-- YOUR OBJECTIVE --
In the data that follows, count the lines in which the word "Tower" occurs, and report that figure alone.

(Beginning of DATA FOR PROCESSING)

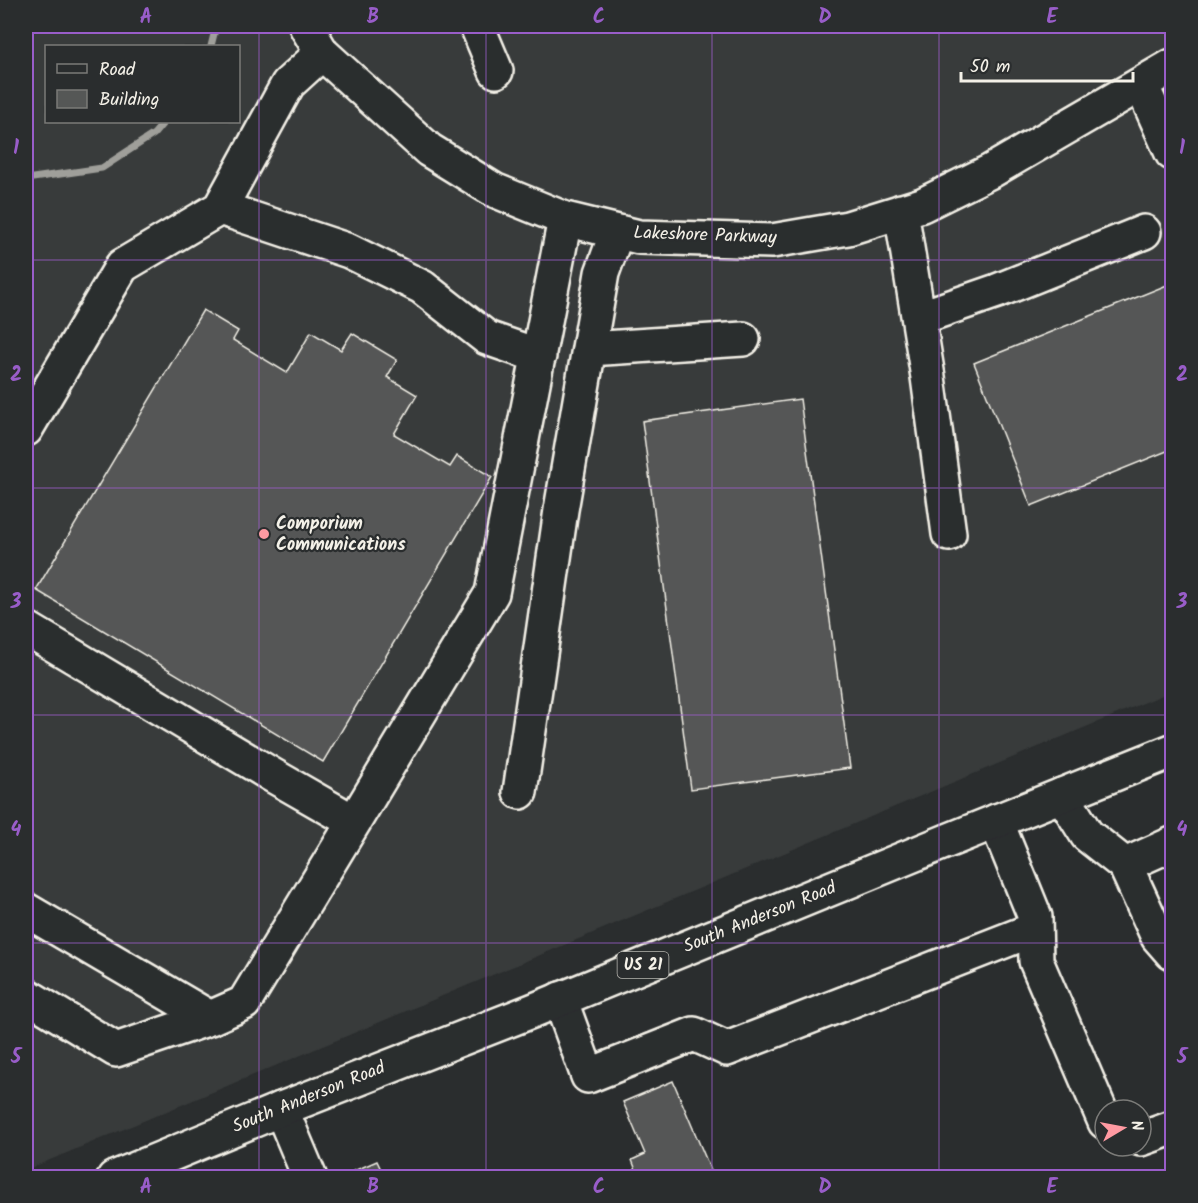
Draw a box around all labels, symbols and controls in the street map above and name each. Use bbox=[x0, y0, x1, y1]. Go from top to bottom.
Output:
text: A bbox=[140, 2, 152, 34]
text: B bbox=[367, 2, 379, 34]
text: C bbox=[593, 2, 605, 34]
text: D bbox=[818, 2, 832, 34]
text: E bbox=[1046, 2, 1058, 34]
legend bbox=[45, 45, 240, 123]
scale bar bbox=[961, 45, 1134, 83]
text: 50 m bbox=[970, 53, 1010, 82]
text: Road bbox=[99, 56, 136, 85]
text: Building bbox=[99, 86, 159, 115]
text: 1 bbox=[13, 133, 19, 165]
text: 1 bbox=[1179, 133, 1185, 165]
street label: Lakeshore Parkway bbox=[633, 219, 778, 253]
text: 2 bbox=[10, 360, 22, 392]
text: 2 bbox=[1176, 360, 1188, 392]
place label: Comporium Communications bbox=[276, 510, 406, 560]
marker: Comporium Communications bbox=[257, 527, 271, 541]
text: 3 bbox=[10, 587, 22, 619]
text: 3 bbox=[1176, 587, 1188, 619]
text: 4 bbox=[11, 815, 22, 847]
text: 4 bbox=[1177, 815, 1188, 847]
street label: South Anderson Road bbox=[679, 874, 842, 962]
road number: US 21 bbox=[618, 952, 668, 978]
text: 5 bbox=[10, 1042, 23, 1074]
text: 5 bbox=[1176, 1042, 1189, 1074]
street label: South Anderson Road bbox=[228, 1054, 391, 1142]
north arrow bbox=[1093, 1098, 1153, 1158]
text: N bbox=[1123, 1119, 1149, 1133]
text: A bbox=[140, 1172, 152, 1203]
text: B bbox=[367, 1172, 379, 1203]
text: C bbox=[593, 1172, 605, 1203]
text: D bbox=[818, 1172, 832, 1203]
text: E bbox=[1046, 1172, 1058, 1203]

(End of DATA FOR PROCESSING)
(Beginning of DATA FOR PROCESSING)

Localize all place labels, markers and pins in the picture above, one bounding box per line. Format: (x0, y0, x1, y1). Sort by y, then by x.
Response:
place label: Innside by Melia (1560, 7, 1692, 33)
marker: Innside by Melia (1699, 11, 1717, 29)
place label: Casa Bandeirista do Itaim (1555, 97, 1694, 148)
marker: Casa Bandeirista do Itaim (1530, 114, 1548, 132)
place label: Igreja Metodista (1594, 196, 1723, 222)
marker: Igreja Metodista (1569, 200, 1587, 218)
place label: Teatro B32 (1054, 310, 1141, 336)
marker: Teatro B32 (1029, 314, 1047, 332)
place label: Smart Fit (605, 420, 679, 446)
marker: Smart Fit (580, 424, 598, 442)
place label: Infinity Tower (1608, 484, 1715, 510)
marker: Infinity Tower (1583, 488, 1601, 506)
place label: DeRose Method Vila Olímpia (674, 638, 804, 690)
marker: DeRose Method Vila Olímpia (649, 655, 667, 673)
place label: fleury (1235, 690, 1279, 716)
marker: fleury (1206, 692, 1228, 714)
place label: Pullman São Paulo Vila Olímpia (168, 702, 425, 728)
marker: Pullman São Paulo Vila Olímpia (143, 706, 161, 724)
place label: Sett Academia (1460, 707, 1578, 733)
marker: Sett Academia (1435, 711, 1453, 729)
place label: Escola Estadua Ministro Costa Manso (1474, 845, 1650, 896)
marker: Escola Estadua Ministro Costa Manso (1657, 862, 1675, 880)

(End of DATA FOR PROCESSING)

-- SOLVED PROBLEM --
2